Enabling Our Server to Handle Concurrent Requests By Implementing a Multithreaded TCP/IP Server

May 06, 2024

In my previous post, I implemented a bare-bones single-threaded TCP/IP server, helping us understand the intricacies of client-server communication over TCP/IP, in addition to, what goes on inside the server when a client request arrives and the related concepts. In case you haven't read it yet, it's a recommended read before you get on with this post.

This post entails a discussion on the implementation of a multithreaded TCP/IP server that will improve our server's throughput enabling it to concurrently handle a significantly higher number of client requests in a stipulated time.

With that being said, let's get started.

Ways to make our server handle requests concurrently

Our single-threaded server could handle only one request at a time. All the subsequent or concurrent client requests were queued until the primary thread of execution was free to handle the subsequent client request.

In this scenario, when the single thread of execution is busy handling the current client request, the subsequent client requests will experience delays in receiving the response or, worse, connection timeouts.

There are multiple ways to make our server handle the client requests concurrently as opposed to sequentially, increasing its throughput.

1. Multithreading: Spawning a new thread for every client request

In this multithreaded approach, our server will spawn a new thread to handle every client request. Individual threads handling requests of different clients send the responses to respective clients and are terminated, completing their lifecycle.

The downside of this approach is the overhead of thread creation and destruction on every client request. Also, if the number of threads spawned is high, there is additional overhead of thread context switching.
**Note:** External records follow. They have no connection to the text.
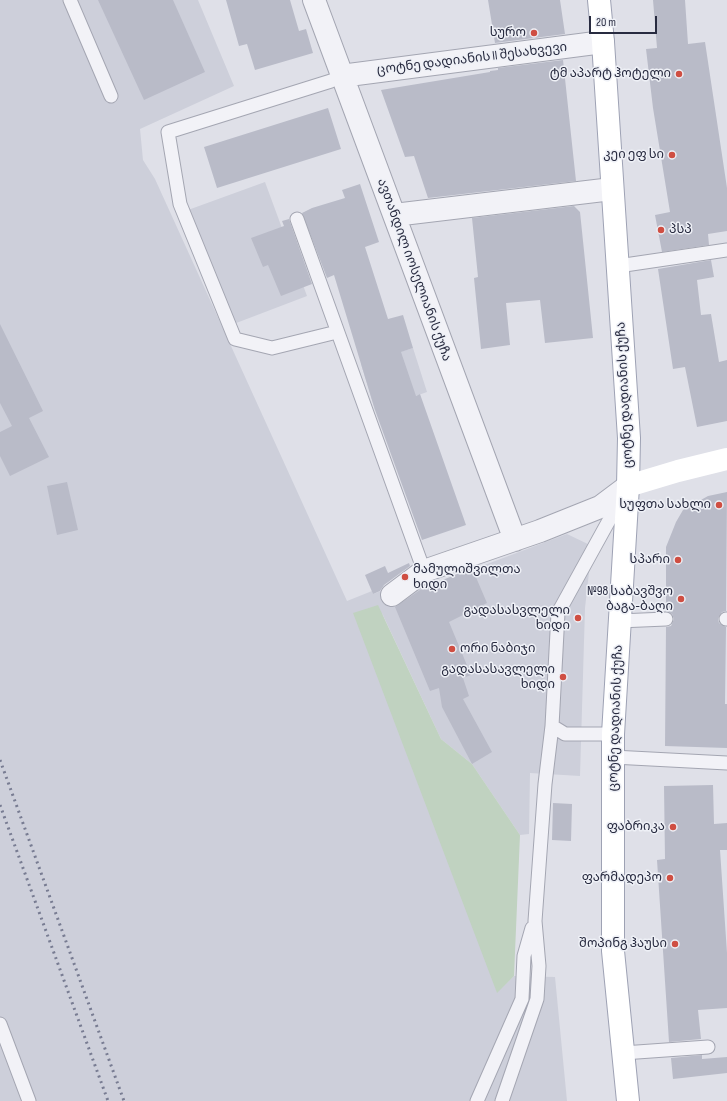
<!DOCTYPE html>
<meta charset="utf-8">
<style>
body{margin:0}
#map{position:relative;width:727px;height:1101px;overflow:hidden;background:#dfe0e8;font-family:"Sofia Sans Condensed",sans-serif}
canvas{display:block}
.scale{position:absolute;left:589px;top:16px;width:68px;height:18px;box-sizing:border-box;border:2px solid #282b40;border-top:0;padding-left:5px;font-size:12px;line-height:14px;white-space:nowrap;color:#282b40;-webkit-text-stroke:3px #eef0f6;paint-order:stroke}
</style>
<div id="map">
<canvas width="727" height="1101"></canvas>
<div class="scale">20 m</div>
</div>
<script>
const ctx = document.querySelector('canvas').getContext('2d');
ctx.lineJoin = 'round';
function fillPath(path, color) {
  ctx.fillStyle = color;
  ctx.fill(path, 'evenodd');
}
function poly(rows) {
  const path = new Path2D();
  for (const r of rows) {
    path.moveTo(r[0], r[1]);
    for (let i = 2; i < r.length; i += 2) path.lineTo(r[i], r[i + 1]);
  }
  return path;
}
function strokePath(path, color, width, dash) {
  ctx.strokeStyle = color;
  ctx.lineWidth = width;
  ctx.lineCap = dash ? 'butt' : 'round';
  ctx.setLineDash(dash || []);
  ctx.stroke(path);
}
function label(font, color, halo, rows, align = 'center') {
  ctx.font = font + ' "Sofia Sans Condensed","Noto Sans Georgian",sans-serif';
  ctx.lineWidth = 3;
  ctx.setLineDash([]);
  ctx.textBaseline = 'middle';
  ctx.strokeStyle = halo;
  ctx.fillStyle = color;
  for (const [text, x, y, turn = 0] of rows) {
    ctx.save();
    ctx.translate(x, y);
    ctx.rotate((+turn || 0) * Math.PI / 180);
    ctx.textAlign = isNaN(turn) ? turn : align;
    if (halo) ctx.strokeText(text, 0, 0);
    ctx.fillText(text, 0, 0);
    ctx.restore();
  }
}
fillPath(poly([
 [0,0,198,0,234,86,140,129,143,160,155,179,347,601,372,591,373,594,389,588,394,599,567,534,592,546,585,608,580,776,530,773,529,834,520,835,472,764,441,739,382,613,497,992,514,976,555,977,567,1101,0,1101],
 [265,182,307,296,231,325,188,210],
 [413,348,427,392,375,410,361,364]
]), '#cdcfda');
fillPath(poly([
 [378,605,441,739,472,764,520,835,514,976,497,993,353,613]
]), '#c0d2c0');
fillPath(poly([
 [98,0,173,0,205,72,144,100],
 [226,0,290,0,299,31,306,29,313,53,255,70,247,44,239,46],
 [488,0,560,0,565,34,495,43],
 [653,0,685,0,688,44,705,42,727,188,727,231,708,234,709,245,662,252,655,215,670,212,653,108,646,49,657,48],
 [563,60,576,181,428,198,414,156,405,157,381,90,490,72,490,71,498,70,498,68],
 [328,108,341,149,217,188,204,147],
 [360,184,379,242,365,247,388,319,403,315,413,348,401,352,416,396,420,394,466,525,422,540,375,410,334,275,327,278,302,213,312,208,345,198,342,190],
 [574,206,580,212,593,338,545,343,540,300,506,303,510,345,481,349,474,278,478,277,472,218],
 [289,219,312,284,281,296,268,265,263,267,251,238,284,226,282,221],
 [711,260,714,277,697,280,701,315,711,314,719,362,727,360,727,421,697,427,685,367,673,369,658,269],
 [0,324,43,411,29,418,49,457,10,476,0,456,0,432,12,426,0,403],
 [67,482,78,530,57,535,47,486],
 [727,492,726,611,722,612,718,619,719,623,726,627,725,704,727,704,727,748,665,746,666,627,671,626,674,619,672,614,666,611,666,547,676,522,683,510,708,496],
 [409,563,410,566,384,585,380,591,373,594,365,575,385,566,388,573],
 [472,568,487,603,449,622,471,675,463,678,469,696,463,699,492,752,472,764,442,707,439,688,430,691,395,607,423,588],
 [713,785,714,824,727,823,727,850,720,850,727,953,727,1008,698,1010,701,1039,669,1042,657,860,665,859,664,786],
 [553,803,572,804,571,841,552,840],
 [702,1055,702,1059,727,1057,727,1073,673,1079,671,1058]
]), '#b9bbc8');
const service = poly([
 [70,0,111,96],
 [297,219,424,571],
 [618,266,727,250],
 [337,332,272,348,235,339,180,204,168,132,331,81,341,76],
 [726,619,727,619],
 [619,621,666,619],
 [552,726,565,734,613,734],
 [613,757,727,763],
 [0,1024,29,1101],
 [623,1053,708,1047],
 [477,1101,522,999,524,956,532,928],
 [502,1101,537,999,539,966,535,921,545,784,552,726,558,613,623,495]
]);
const minor = poly([
 [314,0,515,540],
 [341,76,603,42],
 [394,215,612,189],
 [392,595,424,571,540,531,600,507,628,486]
]);
const primary = poly([
 [599,0,603,42,629,438,628,486,613,734,613,951,628,1101]
]);
strokePath(service, '#a4a6b2', 15);
strokePath(minor, '#a4a6b2', 24);
strokePath(primary, '#9ea2b4', 24);
strokePath(service, '#f2f2f7', 13);
strokePath(minor, '#f2f2f7', 22);
strokePath(poly([
 [628,486,678,471,727,459]
]), '#fff', 22);
strokePath(primary, '#fff', 22);
strokePath(poly([
 [0,760,124,1101],
 [0,805,108,1101]
]), '#787c92', 3, [2, 4]);
for (const [x, y, r, color] of [
 [534,33,4,"#cf4e42"],
 [679,74,4,"#cf4e42"],
 [672,155,4,"#cf4e42"],
 [661,230,4,"#cf4e42"],
 [719,505,4,"#cf4e42"],
 [678,560,4,"#cf4e42"],
 [405,577,4,"#cf4e42"],
 [681,599,4,"#cf4e42"],
 [578,618,4,"#cf4e42"],
 [452,649,4,"#cf4e42"],
 [563,677,4,"#cf4e42"],
 [673,827,4,"#cf4e42"],
 [670,878,4,"#cf4e42"],
 [675,944,4,"#cf4e42"]
]) {
  const dot = new Path2D();
  dot.arc(x, y, r, 0, 2 * Math.PI);
  ctx.fillStyle = color;
  ctx.fill(dot);
  strokePath(dot, '#eef0f6', 1.5);
}
label('13px', '#282b40', '#eef0f6', [
 ["სურო",526,33],
 ["ტმ აპარტ ჰოტელი",671,74],
 ["კეი ეფ სი",664,155],
 ["პსპ",669,230,"left"],
 ["სუფთა სახლი",711,505],
 ["სპარი",670,560],
 ["მამულიშვილთა",413,570,"left"],
 ["ხიდი",413,585,"left"],
 ["№98 საბავშვო",673,592],
 ["ბაგა-ბაღი",673,607],
 ["გადასასვლელი",570,611],
 ["ხიდი",570,626],
 ["ორი ნაბიჯი",460,649,"left"],
 ["გადასასავლელი",555,670],
 ["ხიდი",555,685],
 ["ფაბრიკა",665,827],
 ["ფარმადეპო",662,878],
 ["შოპინგ ჰაუსი",667,944]
], 'right');
label('13px', '#282b40', '#eef0f6', [
 ["ცოტნე დადიანის II შესახვევი",472,59,-7],
 ["ავთანდილ იოსელიანის ქუჩა",414,270,70],
 ["ცოტნე დადიანის ქუჩა",625,395,-93],
 ["ცოტნე დადიანის ქუჩა",616,718,-88]
]);
</script>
The upside is immediate handling of client requests by a new thread without having to wait on a queue. This decreases the response latency, thus increasing our server's throughput.

2. Thread Pooling: Leveraging existing threads from the pool to serve subsequent requests

In this approach, our server has a pre-allocated pool of threads to handle the client requests. When a request arrives, the server checks the pool for available threads and assigns a thread to the request.
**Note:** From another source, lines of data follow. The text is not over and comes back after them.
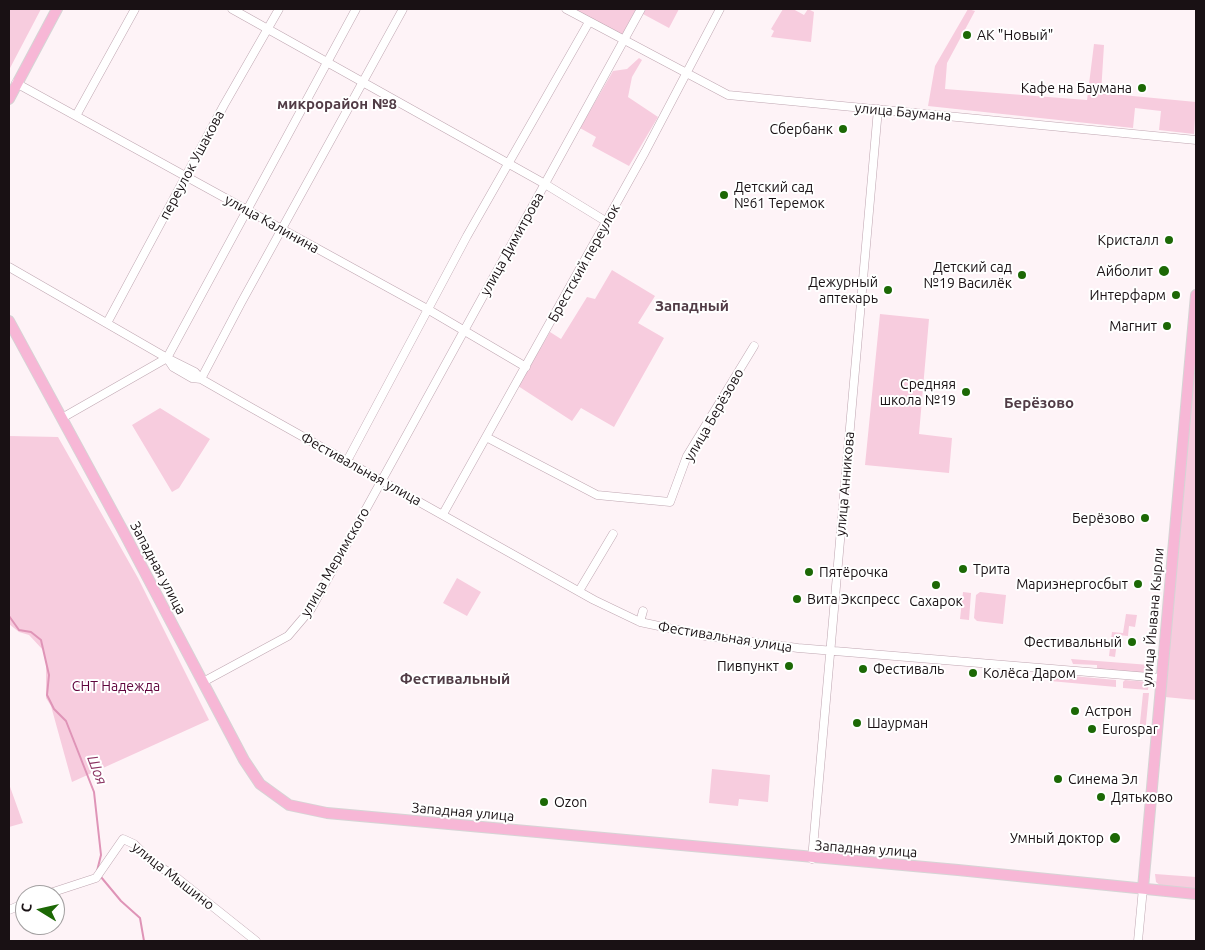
<!DOCTYPE html>
<html>
<head>
<meta charset="utf-8">
<style>
	body { margin:0 }
	#map { position:relative; width:1205px; height:950px; overflow:hidden; background:#fef3f7; font-family:Ubuntu,sans-serif }
	canvas { display:block }
	.frame { position:absolute; inset:0; border:10px solid #191114; pointer-events:none }
	.north { position:absolute; left:15px; top:885px; width:50px; height:50px; box-sizing:border-box; background:#fff; border:1px solid #a3a0a1; border-radius:50%; rotate:279deg; font-size:14px; font-weight:700; line-height:20px; text-align:center; color:#191114 }
	.north::after { content:''; display:block; margin:auto; width:18px; height:22px; background:#1c6805; clip-path:polygon(50% 0,100% 100%,50% 72%,0 100%) }
</style>
</head>
<body>
<div id="map">
<canvas width="1205" height="950"></canvas>
<div class="frame"></div>
<div class="north">С</div>
</div>
<script>
const ctx = document.querySelector('canvas').getContext('2d');
ctx.lineJoin = 'round';
function fillPath(path, color) { ctx.fillStyle = color; ctx.fill(path, 'evenodd'); }
const toPath = rows => new Path2D(rows.map(r => 'M' + r).join(''));
function trace(path, color, width, dash) { ctx.strokeStyle = color; ctx.lineWidth = width; ctx.lineCap = dash ? 'butt' : 'round'; ctx.setLineDash(dash || []); ctx.stroke(path); }
function write(font, color, halo, rows, align = 'center') {
  ctx.font = font + ' Ubuntu,sans-serif'; ctx.lineWidth = 4; ctx.setLineDash([]); ctx.textBaseline = 'middle'; ctx.strokeStyle = halo; ctx.fillStyle = color; for (const [text, x, y, turn = 0] of rows) {
    ctx.save(); ctx.translate(x, y); ctx.rotate((+turn || 0) * Math.PI / 180); ctx.textAlign = isNaN(turn) ? turn : align; if (halo) ctx.strokeText(text, 0, 0); ctx.fillText(text, 0, 0); ctx.restore();
  }
}
fillPath(toPath([
	[9,9,41,9,9,70],
	[573,9,636,9,621,37],
	[646,9,679,9,669,28,643,14],
	[783,9,793,9,804,15,808,9,814,12,811,42,771,37,774,31,771,29],
	[968,9,975,11,947,63,945,89,1087,100,1094,44,1104,45,1101,93,1196,102,1194,134,1159,130,1161,111,1135,108,1133,128,928,106,935,66],
	[639,58,642,60,632,77,628,97,658,117,629,166,592,146,596,137,580,128,613,71,627,69],
	[612,270,655,296,638,323,664,338,614,427,581,408,572,421,518,386,550,332,561,339,587,297,595,299],
	[880,314,929,319,919,434,952,438,949,473,865,465],
	[1196,341,1196,700,1165,697],
	[160,408,210,439,179,488,172,492,132,425],
	[9,436,58,437,138,578,209,720,72,782,51,706,46,698,46,664,43,650,29,635,19,632,9,624],
	[457,578,481,592,467,616,443,603],
	[963,592,971,593,969,620,960,619],
	[980,592,1006,595,1003,624,977,621,974,618,976,595],
	[1126,614,1137,615,1135,627,1129,626,1128,636,1118,635,1115,657,1109,656,1112,632,1123,633],
	[1071,659,1150,665,1149,674,1097,670,1097,665,1073,664],
	[1051,674,1116,680,1116,687,1050,681],
	[1125,680,1149,682,1148,690,1123,688,1123,682],
	[1143,693,1149,693,1145,734,1139,733],
	[712,769,770,775,768,802,739,799,738,806,709,803],
	[9,784,23,823,9,827],
	[1155,874,1196,877,1196,889,1161,886,1156,882]
]), '#f7ccde');
trace(toPath([
	[9,616,19,630,31,632,41,640,49,675,47,695,54,709,66,721,94,792,101,855,97,871],
	[101,877,121,901,140,918,144,941]
]), '#df94b7', 2);
const minor = toPath([
	[232,9,545,184,607,222],
	[566,9,728,95,1196,140],
	[16,83,429,310,526,367],
	[77,114,135,9],
	[9,267,167,358,195,372,201,379,250,407,594,600,640,622,706,636,798,648,1161,678],
	[107,323,224,105,279,9],
	[167,358,356,9],
	[167,358,173,367,192,378,201,379],
	[201,379,241,303,403,9],
	[62,418,167,358],
	[488,438,597,495,670,502,687,456,754,346],
	[347,461,467,236,589,22],
	[443,514,645,152,720,9],
	[579,591,613,534],
	[640,622,643,611],
	[203,682,288,636,311,609,641,9],
	[812,859,878,109],
	[44,895,96,878,123,839,134,844,153,863,172,874,256,941],
	[9,910,25,903],
	[1138,941,1143,888]
]);
const major = toPath([
	[9,99,57,9],
	[9,321,122,529,244,760,260,784,289,805,327,813,958,870,1196,894],
	[1143,888,1196,295]
]);
trace(minor, '#bfa6b1', 9);
trace(major, '#d6d4d5', 12);
trace(minor, '#fff', 8);
trace(major, '#f7b7d6', 10);
for (const [x, y, r, color] of [
	[967,35,5,"#1c6805"],
	[1142,88,5,"#1c6805"],
	[843,129,5,"#1c6805"],
	[724,195,5,"#1c6805"],
	[1169,240,5,"#1c6805"],
	[1164,271,6,"#1c6805"],
	[1022,275,5,"#1c6805"],
	[888,290,5,"#1c6805"],
	[1176,295,5,"#1c6805"],
	[1167,326,5,"#1c6805"],
	[966,392,5,"#1c6805"],
	[1145,518,5,"#1c6805"],
	[963,569,5,"#1c6805"],
	[809,572,5,"#1c6805"],
	[1138,584,5,"#1c6805"],
	[936,585,5,"#1c6805"],
	[797,599,5,"#1c6805"],
	[1132,642,5,"#1c6805"],
	[789,666,5,"#1c6805"],
	[863,669,5,"#1c6805"],
	[973,673,5,"#1c6805"],
	[1075,711,5,"#1c6805"],
	[857,723,5,"#1c6805"],
	[1092,729,5,"#1c6805"],
	[1058,779,5,"#1c6805"],
	[1101,797,5,"#1c6805"],
	[544,802,5,"#1c6805"],
	[1115,838,6,"#1c6805"]
]) { const dot = new Path2D(); dot.arc(x, y, r, 0, 2 * Math.PI); ctx.fillStyle = color; ctx.fill(dot); trace(dot, '#fff', 2); }
write('14px', '#191114', '#fff', [
	["АК \"Новый\"",977,35,"left"],
	["Кафе на Баумана",1132,88],
	["Сбербанк",833,129],
	["Детский сад",734,187,"left"],
	["№61 Теремок",734,203,"left"],
	["Кристалл",1159,240],
	["Детский сад",1012,267],
	["№19 Василёк",1012,283],
	["Айболит",1153,271],
	["Дежурный",878,282],
	["аптекарь",878,298],
	["Интерфарм",1166,295],
	["Магнит",1157,326],
	["Средняя",956,384],
	["школа №19",956,400],
	["Берёзово",1135,518],
	["Трита",973,569,"left"],
	["Пятёрочка",819,572,"left"],
	["Мариэнергосбыт",1128,584],
	["Вита Экспресс",807,599,"left"],
	["Сахарок",936,601,"center"],
	["Фестивальный",1122,642],
	["Пивпункт",779,666],
	["Фестиваль",873,669,"left"],
	["Колёса Даром",983,673,"left"],
	["Астрон",1085,711,"left"],
	["Шаурман",867,723,"left"],
	["Eurospar",1102,729,"left"],
	["Синема Эл",1068,779,"left"],
	["Дятьково",1111,797,"left"],
	["Ozon",554,802,"left"],
	["Умный доктор",1104,838]
], 'right');
write('14px', '#191114', '#fff', [
	["улица Баумана",903,112,5],
	["переулок Ушакова",192,165,-62],
	["улица Калинина",272,224,29],
	["улица Димитрова",512,244,-61],
	["Брестский переулок",584,263,-61],
	["улица Берёзово",714,415,-60],
	["Фестивальная улица",361,469,29],
	["улица Анникова",845,484,-85],
	["улица Меримского",335,562,-60],
	["Западная улица",158,568,62],
	["улица Йывана Кырли",1153,617,-85],
	["Фестивальная улица",725,637,9],
	["Западная улица",463,812,5],
	["Западная улица",866,849,4],
	["улица Мышино",173,876,38]
]);
write('14px', '#60053d', '#fff', [
	["СНТ Надежда",116,686]
]);
write('bold 15px', '#513c46', '#fff', [
	["микрорайон №8",337,104],
	["Западный",692,306],
	["Берёзово",1039,403],
	["Фестивальный",455,679]
]);
write('italic 15px', '#8a3261', '#fff', [
	["Шоя",97,770,69]
]);
</script>
</body>
</html>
This approach averts the overhead of creating and destroying a thread every time a client request arrives. However, in this approach, if all the threads in the pool are occupied, the client requests are queued and they may experience delays or timeouts based on the server capacity.

3. Hybrid approach: A mix of spawning new threads and pooling

In the hybrid approach, we leverage a mix of both approaches to optimize our servers' performance. Client requests are handled by a thread pool and if the threads are busy, as opposed to queuing the requests, the server spawns a new thread to handle them.

Server design involves tradeoffs and largely depends on the requirements. If we are focused on saving resources, we could queue the requests for the busy threads in the pool to process them later and not spawn new threads. And if we are concerned about the response latency and throughput, we should spawn new threads if and when the pool is occupied.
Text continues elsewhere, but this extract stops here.